▶ TASK:
Collect all lines below with the string "compass".

(Items listed in a dataset)
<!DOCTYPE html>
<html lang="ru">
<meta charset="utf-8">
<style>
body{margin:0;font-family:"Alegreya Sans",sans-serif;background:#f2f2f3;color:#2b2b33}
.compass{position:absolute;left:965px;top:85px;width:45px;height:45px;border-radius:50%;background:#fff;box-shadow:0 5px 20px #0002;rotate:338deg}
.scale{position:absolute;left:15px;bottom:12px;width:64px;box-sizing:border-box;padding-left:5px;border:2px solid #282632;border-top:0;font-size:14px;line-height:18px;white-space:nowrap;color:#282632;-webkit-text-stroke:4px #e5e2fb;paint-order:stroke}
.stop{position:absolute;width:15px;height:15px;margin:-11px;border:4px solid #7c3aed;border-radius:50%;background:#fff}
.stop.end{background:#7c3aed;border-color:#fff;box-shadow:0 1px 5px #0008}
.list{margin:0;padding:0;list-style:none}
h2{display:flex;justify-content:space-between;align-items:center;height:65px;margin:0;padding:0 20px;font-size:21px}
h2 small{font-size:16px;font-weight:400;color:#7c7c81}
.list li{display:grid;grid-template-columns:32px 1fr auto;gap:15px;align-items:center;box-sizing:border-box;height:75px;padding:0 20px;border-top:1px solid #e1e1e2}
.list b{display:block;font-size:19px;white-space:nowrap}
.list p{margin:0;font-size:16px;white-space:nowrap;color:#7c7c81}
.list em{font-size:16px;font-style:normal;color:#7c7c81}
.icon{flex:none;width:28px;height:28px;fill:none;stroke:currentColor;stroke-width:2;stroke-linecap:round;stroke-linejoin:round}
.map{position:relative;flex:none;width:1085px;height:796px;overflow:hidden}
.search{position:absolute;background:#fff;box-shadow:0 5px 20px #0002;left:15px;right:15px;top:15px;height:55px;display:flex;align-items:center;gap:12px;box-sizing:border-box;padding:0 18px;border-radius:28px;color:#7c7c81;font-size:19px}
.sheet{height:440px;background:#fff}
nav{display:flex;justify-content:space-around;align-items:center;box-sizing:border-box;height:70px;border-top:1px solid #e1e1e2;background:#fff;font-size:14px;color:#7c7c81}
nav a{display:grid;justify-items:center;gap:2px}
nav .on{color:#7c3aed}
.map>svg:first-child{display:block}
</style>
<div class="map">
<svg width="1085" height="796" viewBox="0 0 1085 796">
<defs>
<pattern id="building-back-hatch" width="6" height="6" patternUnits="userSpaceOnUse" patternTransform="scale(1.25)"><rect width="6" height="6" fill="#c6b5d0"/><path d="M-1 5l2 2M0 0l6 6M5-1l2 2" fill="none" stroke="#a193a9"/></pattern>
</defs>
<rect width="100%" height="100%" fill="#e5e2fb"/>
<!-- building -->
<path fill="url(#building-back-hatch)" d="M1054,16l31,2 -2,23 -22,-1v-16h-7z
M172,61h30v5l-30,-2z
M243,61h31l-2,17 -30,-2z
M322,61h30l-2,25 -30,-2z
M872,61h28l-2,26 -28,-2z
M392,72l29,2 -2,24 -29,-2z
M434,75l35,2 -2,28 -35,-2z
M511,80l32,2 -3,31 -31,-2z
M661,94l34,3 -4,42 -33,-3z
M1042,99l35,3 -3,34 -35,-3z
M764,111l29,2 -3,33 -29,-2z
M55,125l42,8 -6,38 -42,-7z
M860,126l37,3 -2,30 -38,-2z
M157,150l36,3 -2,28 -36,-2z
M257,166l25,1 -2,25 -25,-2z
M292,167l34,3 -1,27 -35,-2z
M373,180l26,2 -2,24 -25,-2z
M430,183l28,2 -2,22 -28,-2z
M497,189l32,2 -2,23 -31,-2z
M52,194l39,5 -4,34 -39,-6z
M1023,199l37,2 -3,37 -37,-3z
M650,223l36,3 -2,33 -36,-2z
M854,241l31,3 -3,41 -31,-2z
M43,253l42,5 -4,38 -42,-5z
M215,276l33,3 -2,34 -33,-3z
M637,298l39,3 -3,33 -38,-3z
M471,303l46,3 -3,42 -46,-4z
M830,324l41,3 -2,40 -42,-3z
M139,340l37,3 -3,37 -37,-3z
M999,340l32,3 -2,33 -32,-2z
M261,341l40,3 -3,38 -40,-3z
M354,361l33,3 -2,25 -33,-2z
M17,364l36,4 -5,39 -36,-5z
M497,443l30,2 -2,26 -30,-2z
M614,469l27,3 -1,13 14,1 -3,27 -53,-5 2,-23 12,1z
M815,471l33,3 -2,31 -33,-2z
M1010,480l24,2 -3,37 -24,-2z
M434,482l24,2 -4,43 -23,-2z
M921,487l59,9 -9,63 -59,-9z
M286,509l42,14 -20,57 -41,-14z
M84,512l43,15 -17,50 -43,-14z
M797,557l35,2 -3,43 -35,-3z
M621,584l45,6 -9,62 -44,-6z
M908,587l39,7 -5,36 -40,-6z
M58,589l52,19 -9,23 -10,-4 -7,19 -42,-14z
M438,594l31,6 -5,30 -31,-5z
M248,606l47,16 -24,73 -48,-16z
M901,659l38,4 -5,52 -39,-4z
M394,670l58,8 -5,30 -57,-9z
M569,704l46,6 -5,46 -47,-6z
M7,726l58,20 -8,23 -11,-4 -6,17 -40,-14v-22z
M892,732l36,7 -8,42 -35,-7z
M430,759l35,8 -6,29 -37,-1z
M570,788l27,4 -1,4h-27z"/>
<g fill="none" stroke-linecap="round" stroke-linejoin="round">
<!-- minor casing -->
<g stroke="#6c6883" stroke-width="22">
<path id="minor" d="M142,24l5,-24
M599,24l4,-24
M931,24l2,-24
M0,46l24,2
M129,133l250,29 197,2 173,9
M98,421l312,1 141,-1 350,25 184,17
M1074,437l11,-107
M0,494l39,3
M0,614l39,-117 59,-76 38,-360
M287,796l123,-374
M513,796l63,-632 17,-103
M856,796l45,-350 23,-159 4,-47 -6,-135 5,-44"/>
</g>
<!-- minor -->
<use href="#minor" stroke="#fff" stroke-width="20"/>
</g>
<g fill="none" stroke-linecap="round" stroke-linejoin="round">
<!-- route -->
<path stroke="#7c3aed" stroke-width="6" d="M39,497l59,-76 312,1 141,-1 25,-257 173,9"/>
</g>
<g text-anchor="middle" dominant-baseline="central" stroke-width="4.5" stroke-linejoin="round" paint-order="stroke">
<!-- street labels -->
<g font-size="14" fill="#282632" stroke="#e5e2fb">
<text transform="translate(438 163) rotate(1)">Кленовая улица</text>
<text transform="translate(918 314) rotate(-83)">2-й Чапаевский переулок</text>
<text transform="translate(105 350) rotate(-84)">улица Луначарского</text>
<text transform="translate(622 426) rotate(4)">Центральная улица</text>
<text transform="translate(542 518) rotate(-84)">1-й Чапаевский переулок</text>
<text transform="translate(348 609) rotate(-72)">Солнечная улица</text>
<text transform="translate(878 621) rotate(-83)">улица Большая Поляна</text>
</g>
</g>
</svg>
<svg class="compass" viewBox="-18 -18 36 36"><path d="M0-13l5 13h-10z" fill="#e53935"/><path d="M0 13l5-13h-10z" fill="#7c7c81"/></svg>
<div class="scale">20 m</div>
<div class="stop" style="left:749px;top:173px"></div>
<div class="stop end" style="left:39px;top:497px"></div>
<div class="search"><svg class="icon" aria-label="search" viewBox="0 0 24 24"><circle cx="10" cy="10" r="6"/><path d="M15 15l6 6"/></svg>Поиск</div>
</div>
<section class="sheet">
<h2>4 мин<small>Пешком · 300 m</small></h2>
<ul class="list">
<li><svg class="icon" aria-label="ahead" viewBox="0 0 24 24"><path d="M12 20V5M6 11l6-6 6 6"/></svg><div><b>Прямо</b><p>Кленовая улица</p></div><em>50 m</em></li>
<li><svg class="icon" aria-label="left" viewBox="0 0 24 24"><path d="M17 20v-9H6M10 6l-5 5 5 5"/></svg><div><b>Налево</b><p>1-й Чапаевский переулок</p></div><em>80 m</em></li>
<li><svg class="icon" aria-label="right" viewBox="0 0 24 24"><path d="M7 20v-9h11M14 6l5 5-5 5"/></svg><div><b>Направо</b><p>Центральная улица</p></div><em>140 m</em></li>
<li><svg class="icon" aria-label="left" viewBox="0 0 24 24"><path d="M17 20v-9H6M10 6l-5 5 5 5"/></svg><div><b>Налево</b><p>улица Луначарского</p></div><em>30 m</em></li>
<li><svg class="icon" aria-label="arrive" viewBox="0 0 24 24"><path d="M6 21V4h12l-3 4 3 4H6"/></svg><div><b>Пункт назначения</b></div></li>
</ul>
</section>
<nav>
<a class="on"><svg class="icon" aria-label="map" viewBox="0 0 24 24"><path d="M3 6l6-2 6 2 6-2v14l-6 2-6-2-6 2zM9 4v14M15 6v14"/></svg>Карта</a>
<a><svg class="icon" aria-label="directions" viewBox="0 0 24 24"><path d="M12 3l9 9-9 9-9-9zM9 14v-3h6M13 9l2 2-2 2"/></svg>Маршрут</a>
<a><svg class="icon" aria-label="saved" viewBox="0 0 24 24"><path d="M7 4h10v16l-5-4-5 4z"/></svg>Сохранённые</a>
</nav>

▶ PROBLEM SOLUTION:
.compass{position:absolute;left:965px;top:85px;width:45px;height:45px;border-radius:50%;background:#fff;box-shadow:0 5px 20px #0002;rotate:338deg}
<svg class="compass" viewBox="-18 -18 36 36"><path d="M0-13l5 13h-10z" fill="#e53935"/><path d="M0 13l5-13h-10z" fill="#7c7c81"/></svg>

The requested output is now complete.